Instructions to follow: What you write must be the listing below in full, word for word, minus its pictures.

Data:
- - - -

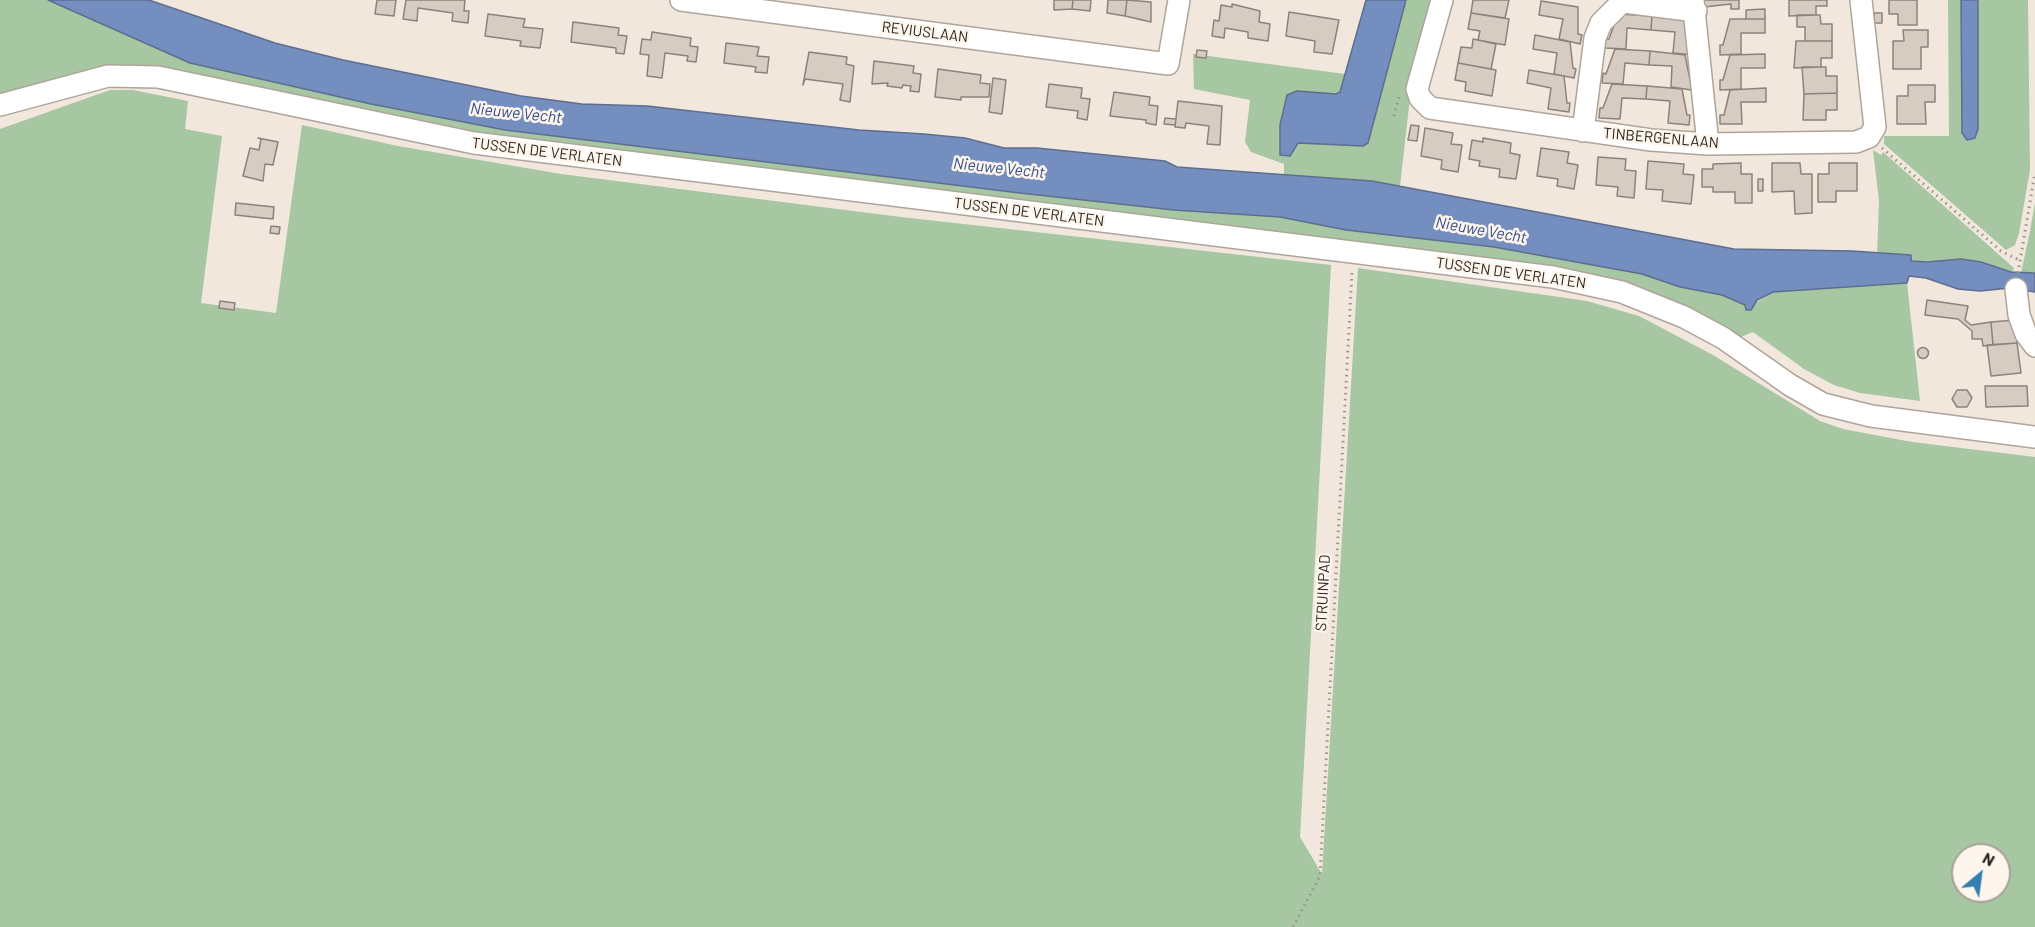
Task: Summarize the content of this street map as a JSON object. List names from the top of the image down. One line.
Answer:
{"streets":{"street":["REVIUSLAAN","TINBERGENLAAN","TUSSEN DE VERLATEN"],"path":["STRUINPAD"]},"crossings":[["TUSSEN DE VERLATEN","STRUINPAD"]],"water":["Nieuwe Vecht"],"north":"top right"}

- - - -

Answer:
Task: Summarize the content of this street map as a JSON object. List names from the top of the image down. One line.
Answer:
{"streets":{"street":["REVIUSLAAN","TINBERGENLAAN","TUSSEN DE VERLATEN"],"path":["STRUINPAD"]},"crossings":[["TUSSEN DE VERLATEN","STRUINPAD"]],"water":["Nieuwe Vecht"],"north":"top right"}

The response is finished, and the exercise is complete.